Introduction to Optimal Decision Making

Miquel Perello Nieto

University of Bristol


Optimal Decision Making. Why and how?

Optimal decisions with different types of model

Classifier as a black box

Training vs Deployment

Cost-sensitive classification

  • Cost-sensitive classification (Elkan 2001) provides a framework to make optimal decisions (with certain assumptions).
  • We require the true posterior probabilities of each outcome in order to make optimal decisions, but we can use estimates.
  • Assumes the costs are not instance dependent (only depend on the predicted and true class).
  • Class priors and costs can be changed during deployment (if known or estimated).

Cost matrices: Binary example

The following is a typical example of a cost matrix \(c\) for a binary problem.

Predicted \(C_1\) Predicted \(C_2\)
True \(C_1\) \(\color{DarkGreen}{0}\) \(\color{DarkRed}{1}\)
True \(C_2\) \(\color{DarkRed}{1}\) \(\color{DarkGreen}{0}\)

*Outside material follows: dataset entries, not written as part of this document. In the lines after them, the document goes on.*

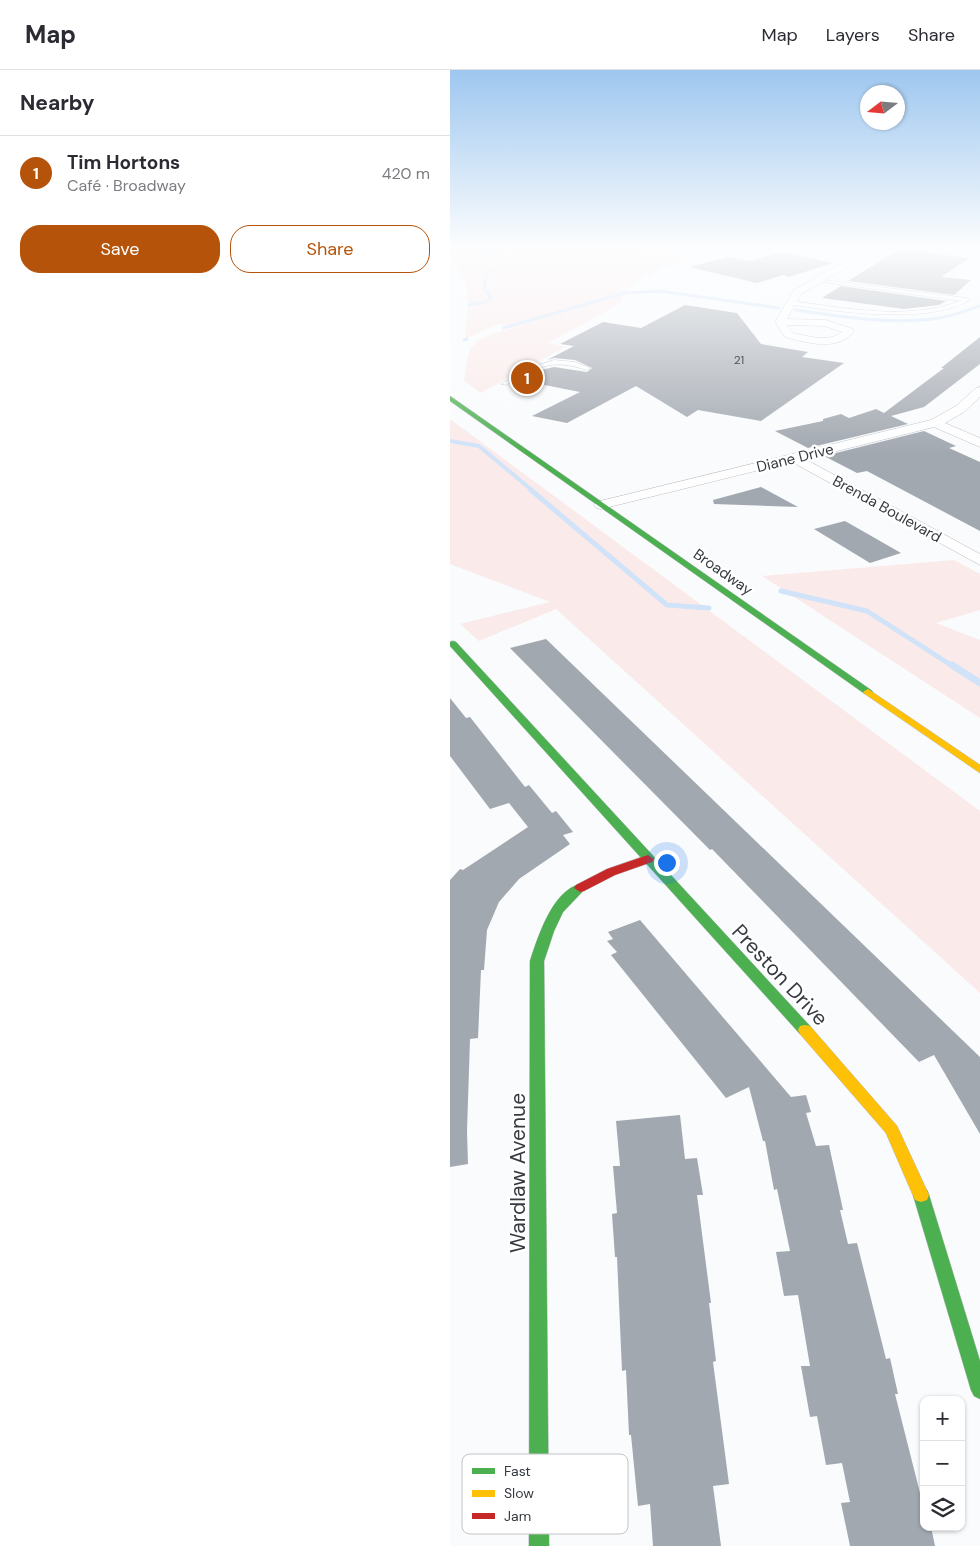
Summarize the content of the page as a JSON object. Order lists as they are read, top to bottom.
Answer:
{
  "streets": {
    "street": [
      "Diane Drive",
      "Brenda Boulevard",
      "Broadway",
      "Preston Drive",
      "Wardlaw Avenue"
    ]
  },
  "crossings": [
    ["Diane Drive", "Brenda Boulevard"],
    ["Diane Drive", "Broadway"],
    ["Preston Drive", "Wardlaw Avenue"]
  ],
  "house_numbers": ["21"],
  "legend": ["Fast", "Slow", "Jam"],
  "north": "left",
  "page": {
    "header": "Map",
    "nav": ["Map", "Layers", "Share"],
    "heading": "Nearby",
    "list": [
      {
        "mark": "1",
        "name": "Tim Hortons",
        "note": "Café · Broadway",
        "value": "420 m"
      }
    ],
    "buttons": ["Save", "Share"],
    "pins": "1",
    "map_buttons": ["+", "−"]
  }
}
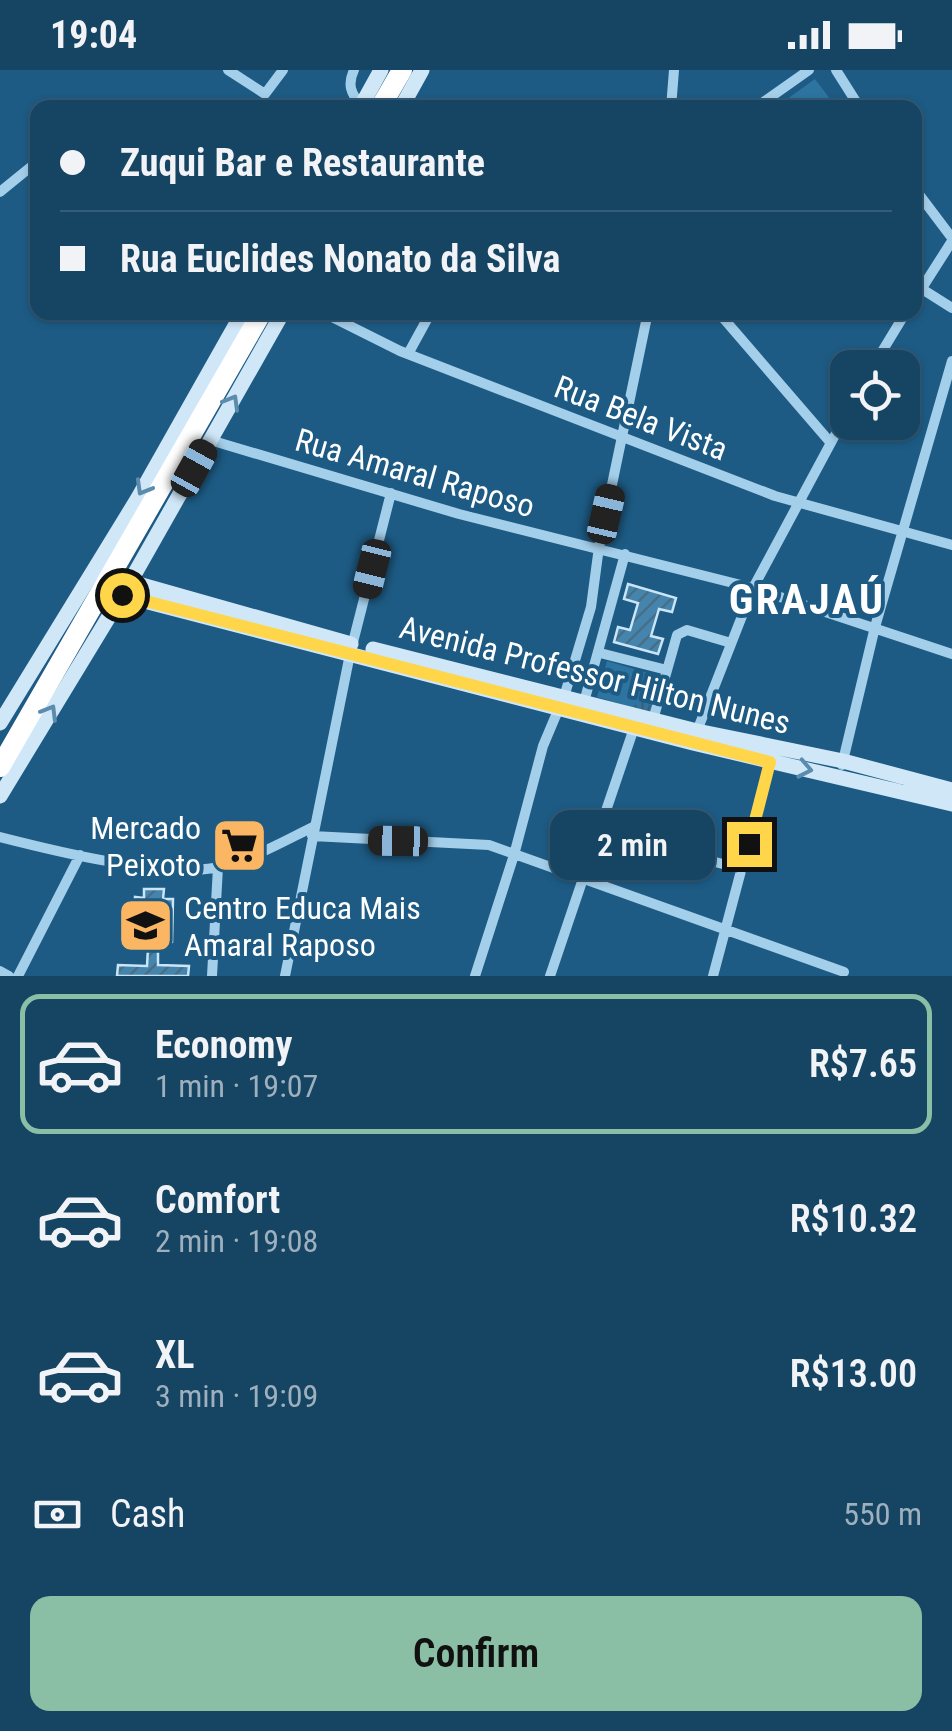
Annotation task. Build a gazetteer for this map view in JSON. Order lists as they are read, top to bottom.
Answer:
{
  "streets": {
    "main road": ["Avenida Professor Hilton Nunes"],
    "street": ["Rua Bela Vista", "Rua Amaral Raposo"]
  },
  "districts": ["GRAJAÚ"],
  "places": {
    "supermarket": ["Mercado Peixoto"],
    "school or university": ["Centro Educa Mais Amaral Raposo"]
  },
  "page": {
    "status": "19:04",
    "banner": ["Zuqui Bar e Restaurante", "Rua Euclides Nonato da Silva"],
    "bubble": "2 min",
    "list": [
      {
        "name": "Economy",
        "note": "1 min · 19:07",
        "value": "R$7.65"
      },
      {
        "name": "Comfort",
        "note": "2 min · 19:08",
        "value": "R$10.32"
      },
      {
        "name": "XL",
        "note": "3 min · 19:09",
        "value": "R$13.00"
      }
    ],
    "pay": ["Cash", "550 m"],
    "buttons": "Confirm"
  }
}
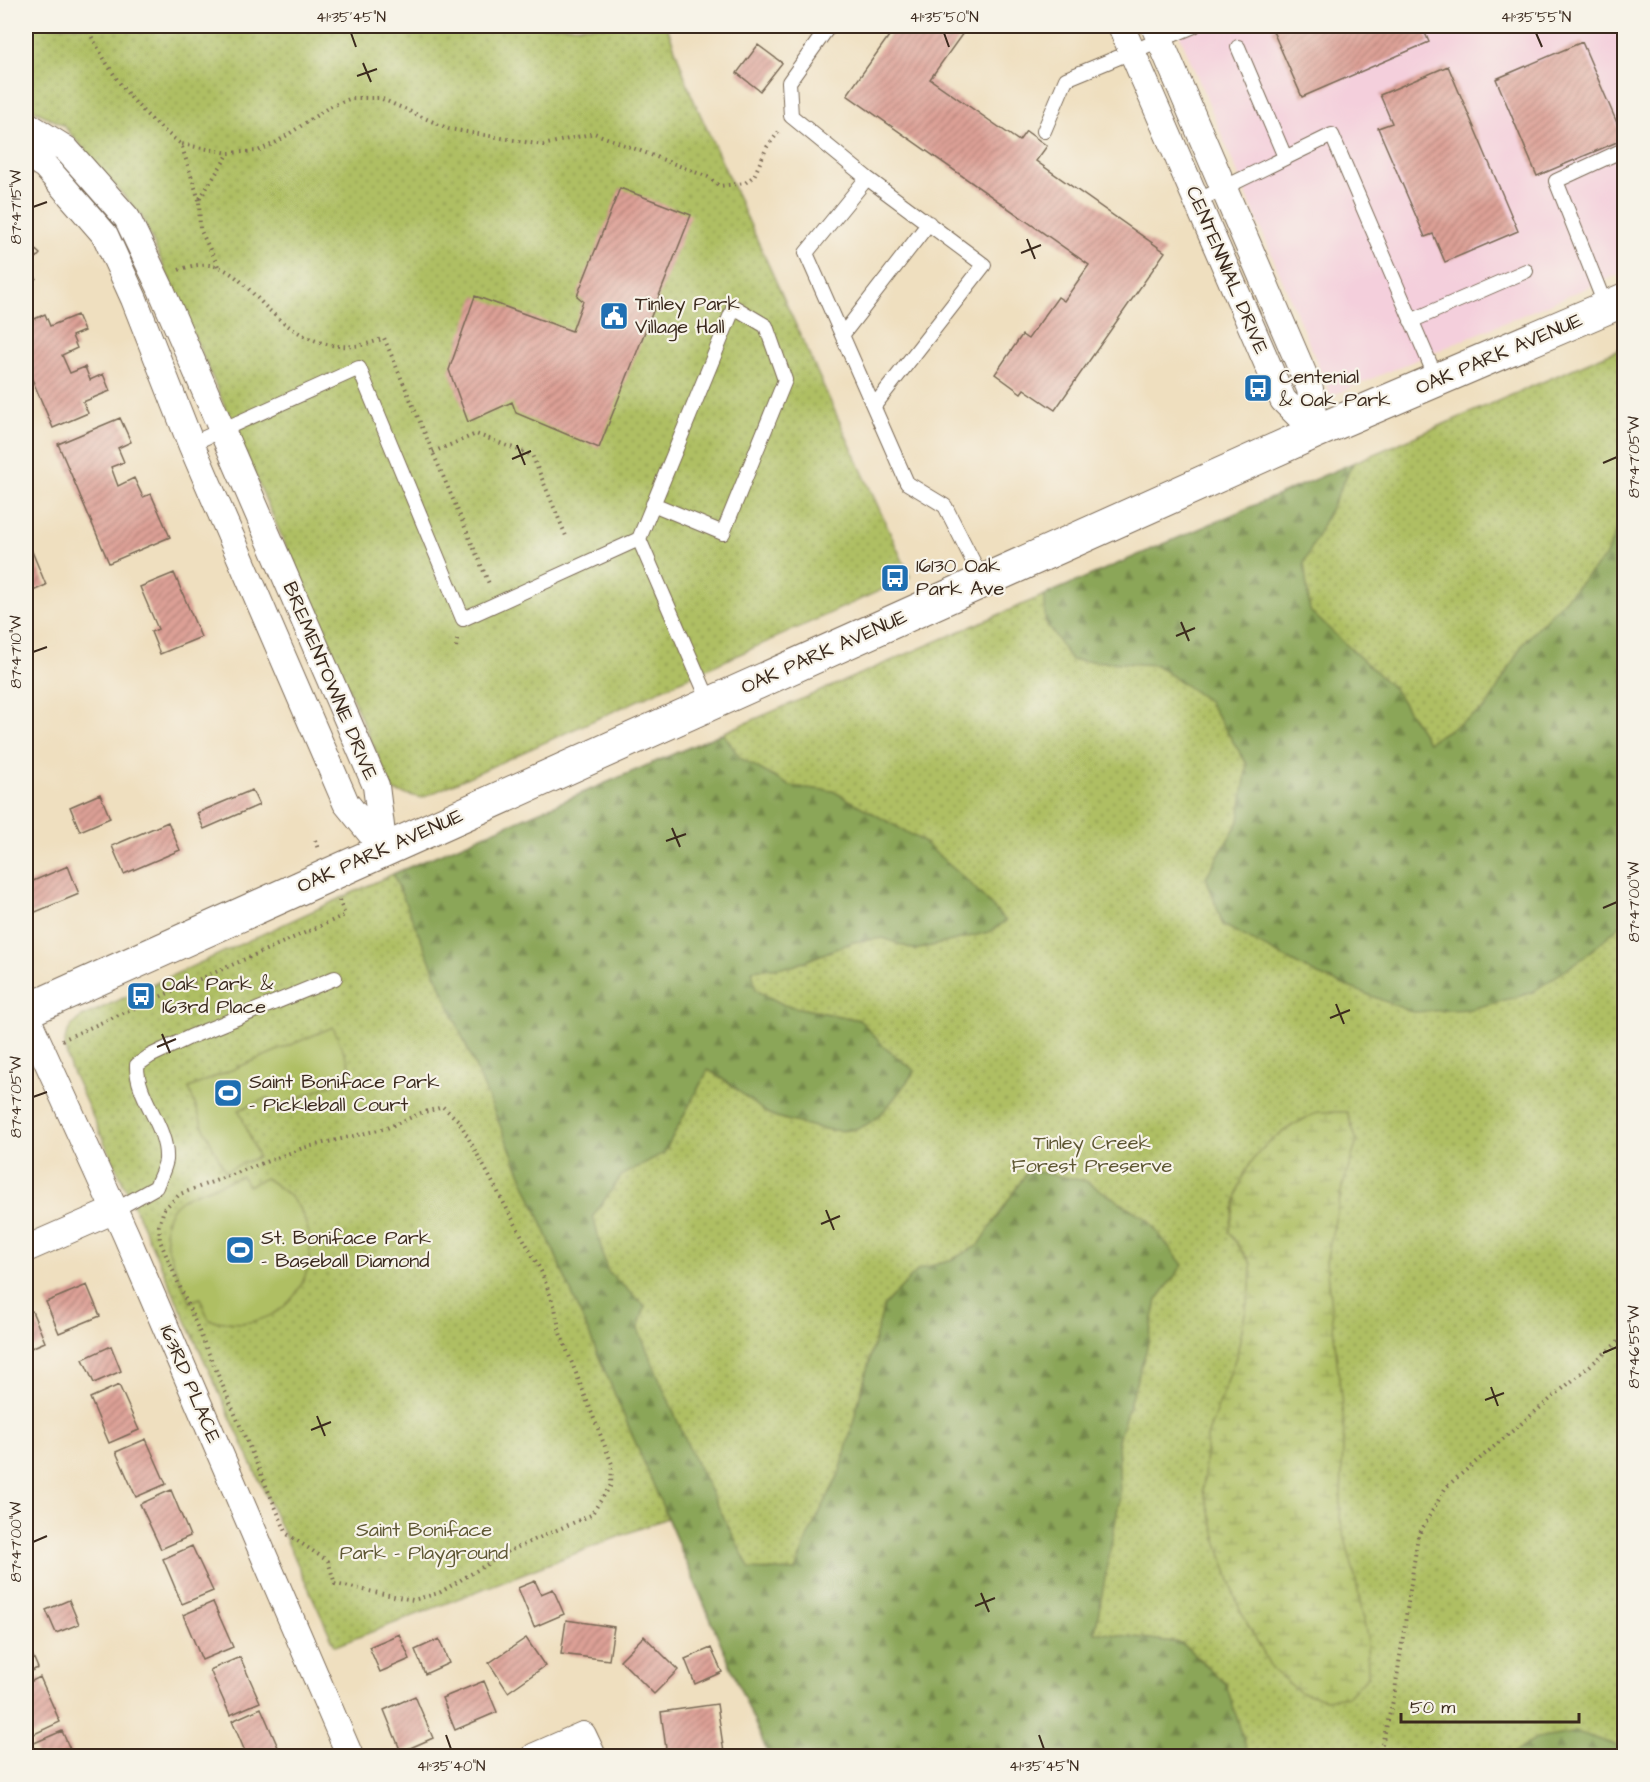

We will refer to \(c_{i|j}\) the cost of predicting class \(C_i\) given that the true class is \(C_j\).

Given the posterior probabilities \(P(C_j|\mathbf{x})\) where \(j \in \{1, K\}\) and the cost matrix \(c\) we can calculate the expected cost of predicting class \(C_i\)

\[\begin{equation} \mathbb{E}_{j \sim P(\cdot|\mathbf{x})} (c_{i|j}) = \sum_{j = 1}^K P(C_j|\mathbf{x}) c_{i|j}. \end{equation}\]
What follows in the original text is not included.